The result should be an exact copy of the data, free of pictures.

========================

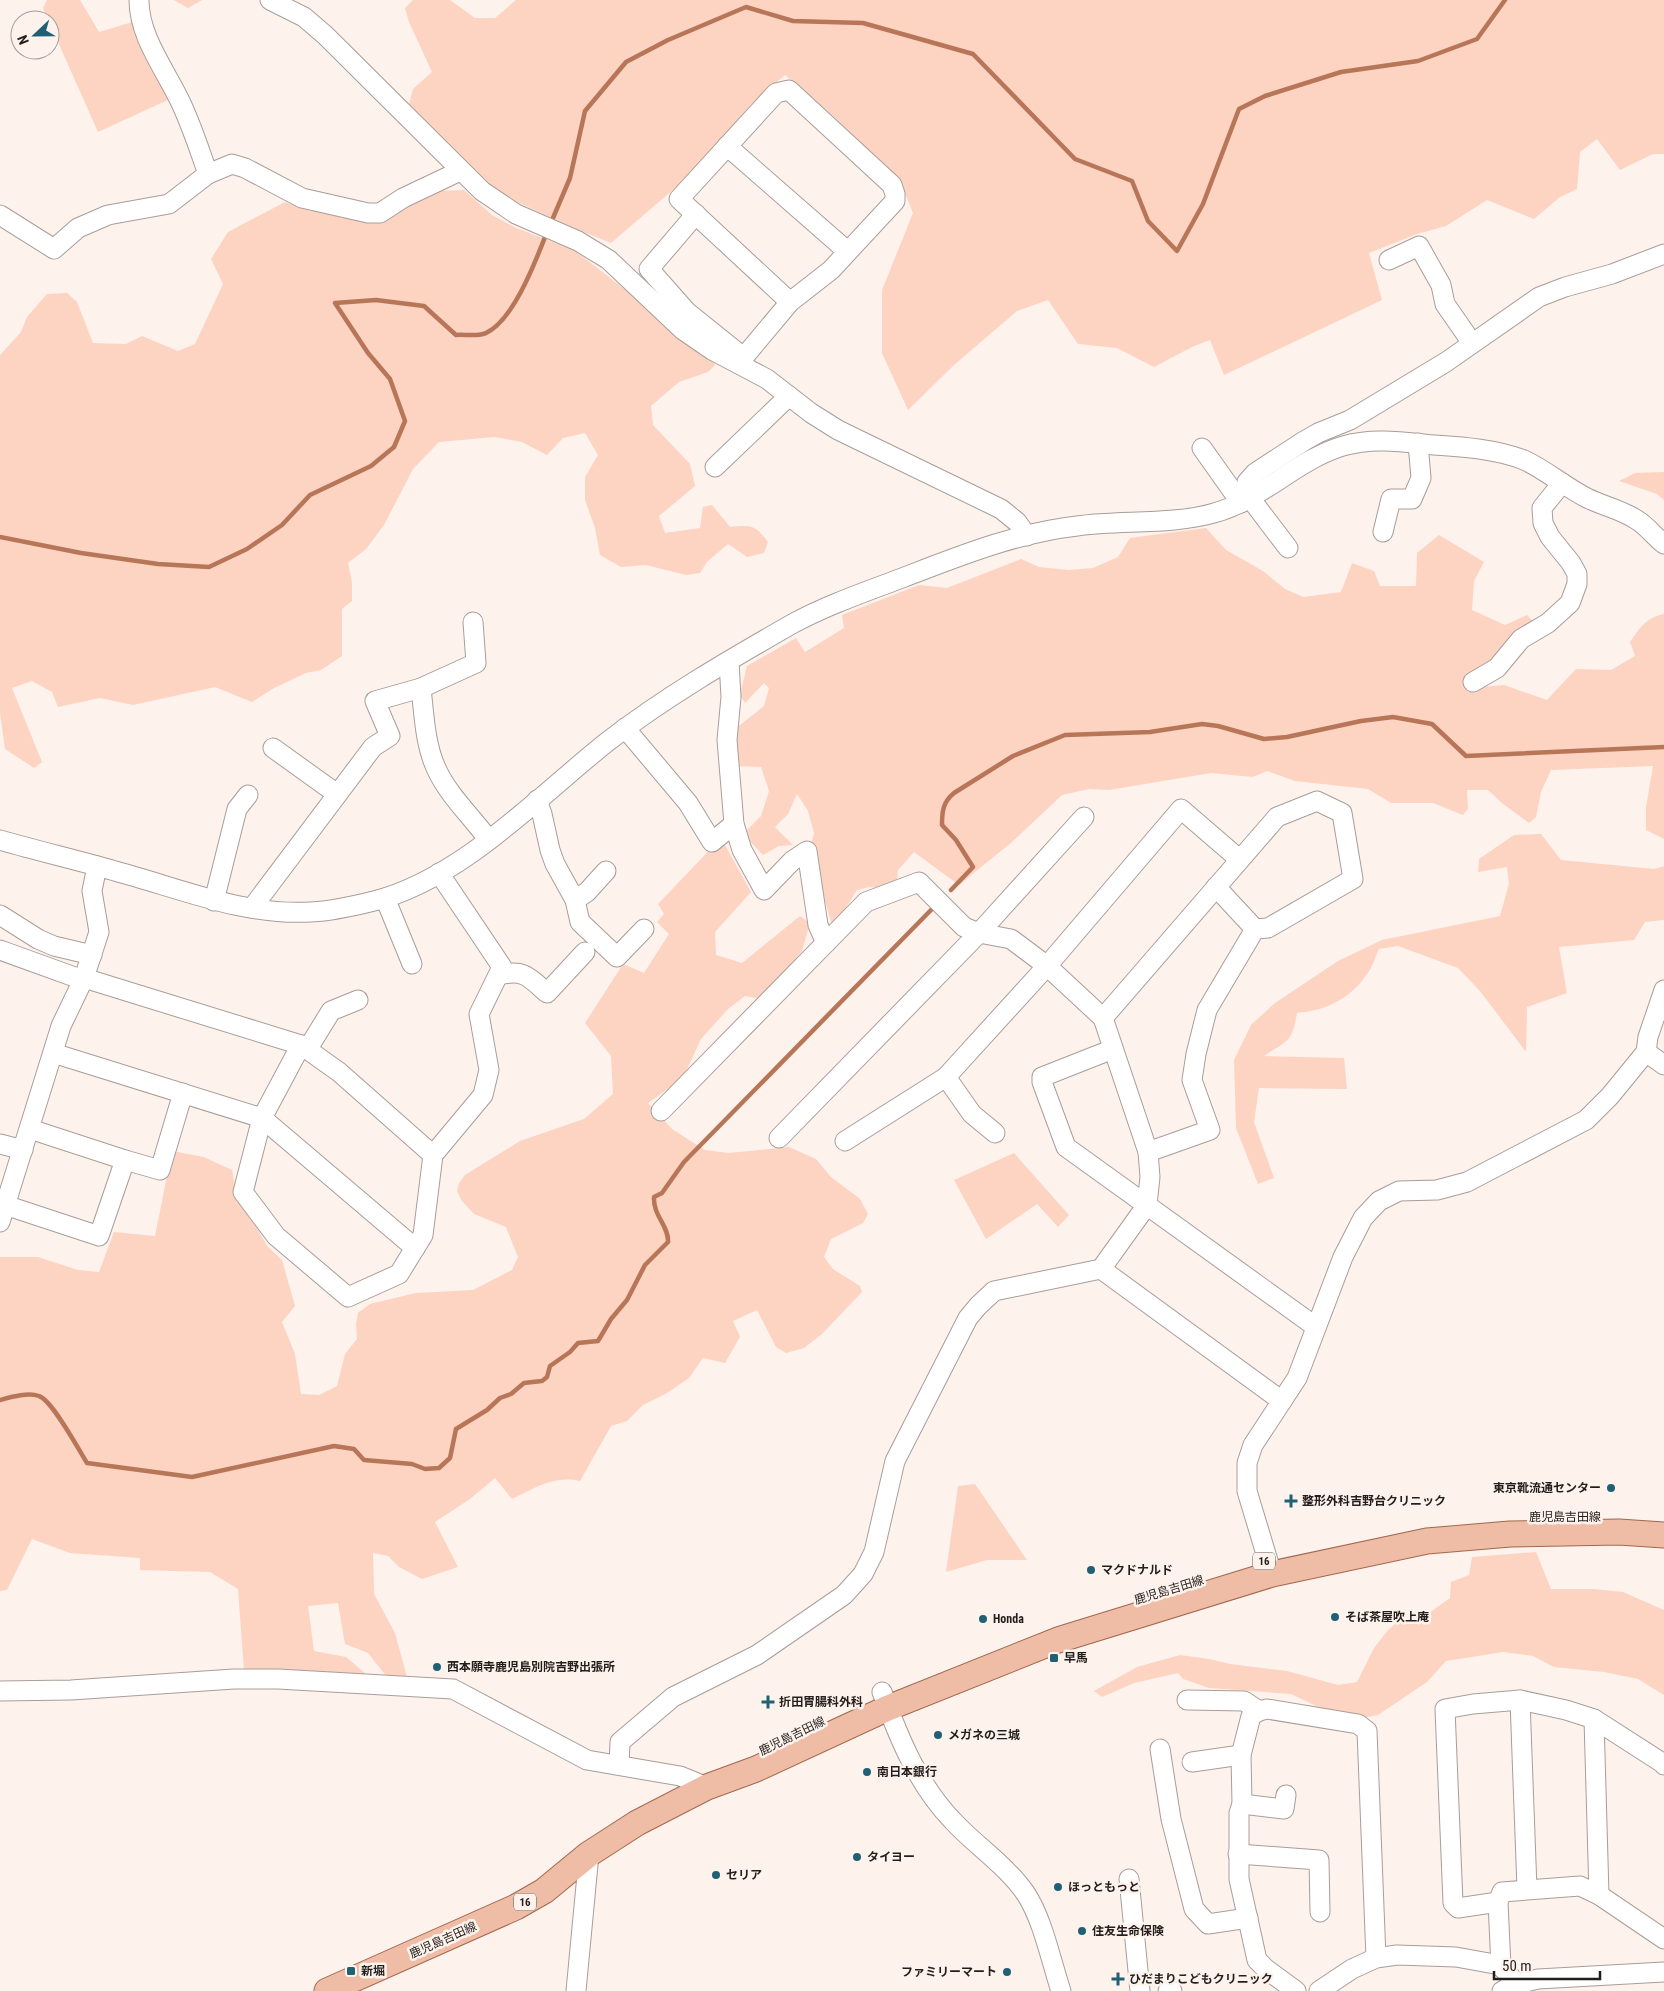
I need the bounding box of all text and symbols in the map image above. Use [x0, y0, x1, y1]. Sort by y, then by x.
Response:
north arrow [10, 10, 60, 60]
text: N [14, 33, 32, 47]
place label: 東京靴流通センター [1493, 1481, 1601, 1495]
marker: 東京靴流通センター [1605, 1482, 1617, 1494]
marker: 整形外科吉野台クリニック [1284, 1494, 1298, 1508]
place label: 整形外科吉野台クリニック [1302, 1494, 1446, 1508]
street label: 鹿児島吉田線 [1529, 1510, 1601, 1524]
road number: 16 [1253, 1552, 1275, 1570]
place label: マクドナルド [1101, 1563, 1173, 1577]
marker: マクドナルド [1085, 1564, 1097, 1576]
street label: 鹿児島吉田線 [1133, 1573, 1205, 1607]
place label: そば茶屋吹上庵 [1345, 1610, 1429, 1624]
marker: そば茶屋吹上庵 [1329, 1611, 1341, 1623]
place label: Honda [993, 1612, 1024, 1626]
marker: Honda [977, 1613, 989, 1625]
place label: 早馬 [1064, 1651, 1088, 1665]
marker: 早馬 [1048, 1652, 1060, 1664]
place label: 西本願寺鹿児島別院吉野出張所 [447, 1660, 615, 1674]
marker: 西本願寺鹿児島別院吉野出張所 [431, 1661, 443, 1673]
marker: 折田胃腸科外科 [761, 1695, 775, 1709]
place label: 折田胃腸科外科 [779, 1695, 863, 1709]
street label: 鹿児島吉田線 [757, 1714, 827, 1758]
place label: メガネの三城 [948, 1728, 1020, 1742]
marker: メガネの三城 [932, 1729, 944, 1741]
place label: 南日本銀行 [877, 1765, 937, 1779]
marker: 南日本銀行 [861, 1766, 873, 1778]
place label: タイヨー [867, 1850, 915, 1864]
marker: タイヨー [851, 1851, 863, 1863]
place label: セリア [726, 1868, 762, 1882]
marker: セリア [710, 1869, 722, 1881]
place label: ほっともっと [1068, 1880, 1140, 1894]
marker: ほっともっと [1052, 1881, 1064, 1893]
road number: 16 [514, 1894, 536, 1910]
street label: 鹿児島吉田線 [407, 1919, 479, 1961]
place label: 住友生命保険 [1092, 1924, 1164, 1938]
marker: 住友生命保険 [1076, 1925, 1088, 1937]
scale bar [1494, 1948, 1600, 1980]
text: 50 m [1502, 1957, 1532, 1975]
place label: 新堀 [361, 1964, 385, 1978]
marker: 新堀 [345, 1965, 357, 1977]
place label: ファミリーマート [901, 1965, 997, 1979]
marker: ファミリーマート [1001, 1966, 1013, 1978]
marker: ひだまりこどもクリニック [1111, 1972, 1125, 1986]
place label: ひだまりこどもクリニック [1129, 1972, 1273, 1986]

========================

> _SOLVED EXERCISE_
I need the bounding box of all text and symbols in the map image above. Use [x0, y0, x1, y1]. Sort by y, then by x.
Response:
north arrow [10, 10, 60, 60]
text: N [14, 33, 32, 47]
place label: 東京靴流通センター [1493, 1481, 1601, 1495]
marker: 東京靴流通センター [1605, 1482, 1617, 1494]
marker: 整形外科吉野台クリニック [1284, 1494, 1298, 1508]
place label: 整形外科吉野台クリニック [1302, 1494, 1446, 1508]
street label: 鹿児島吉田線 [1529, 1510, 1601, 1524]
road number: 16 [1253, 1552, 1275, 1570]
place label: マクドナルド [1101, 1563, 1173, 1577]
marker: マクドナルド [1085, 1564, 1097, 1576]
street label: 鹿児島吉田線 [1133, 1573, 1205, 1607]
place label: そば茶屋吹上庵 [1345, 1610, 1429, 1624]
marker: そば茶屋吹上庵 [1329, 1611, 1341, 1623]
place label: Honda [993, 1612, 1024, 1626]
marker: Honda [977, 1613, 989, 1625]
place label: 早馬 [1064, 1651, 1088, 1665]
marker: 早馬 [1048, 1652, 1060, 1664]
place label: 西本願寺鹿児島別院吉野出張所 [447, 1660, 615, 1674]
marker: 西本願寺鹿児島別院吉野出張所 [431, 1661, 443, 1673]
marker: 折田胃腸科外科 [761, 1695, 775, 1709]
place label: 折田胃腸科外科 [779, 1695, 863, 1709]
street label: 鹿児島吉田線 [757, 1714, 827, 1758]
place label: メガネの三城 [948, 1728, 1020, 1742]
marker: メガネの三城 [932, 1729, 944, 1741]
place label: 南日本銀行 [877, 1765, 937, 1779]
marker: 南日本銀行 [861, 1766, 873, 1778]
place label: タイヨー [867, 1850, 915, 1864]
marker: タイヨー [851, 1851, 863, 1863]
place label: セリア [726, 1868, 762, 1882]
marker: セリア [710, 1869, 722, 1881]
place label: ほっともっと [1068, 1880, 1140, 1894]
marker: ほっともっと [1052, 1881, 1064, 1893]
road number: 16 [514, 1894, 536, 1910]
street label: 鹿児島吉田線 [407, 1919, 479, 1961]
place label: 住友生命保険 [1092, 1924, 1164, 1938]
marker: 住友生命保険 [1076, 1925, 1088, 1937]
scale bar [1494, 1948, 1600, 1980]
text: 50 m [1502, 1957, 1532, 1975]
place label: 新堀 [361, 1964, 385, 1978]
marker: 新堀 [345, 1965, 357, 1977]
place label: ファミリーマート [901, 1965, 997, 1979]
marker: ファミリーマート [1001, 1966, 1013, 1978]
marker: ひだまりこどもクリニック [1111, 1972, 1125, 1986]
place label: ひだまりこどもクリニック [1129, 1972, 1273, 1986]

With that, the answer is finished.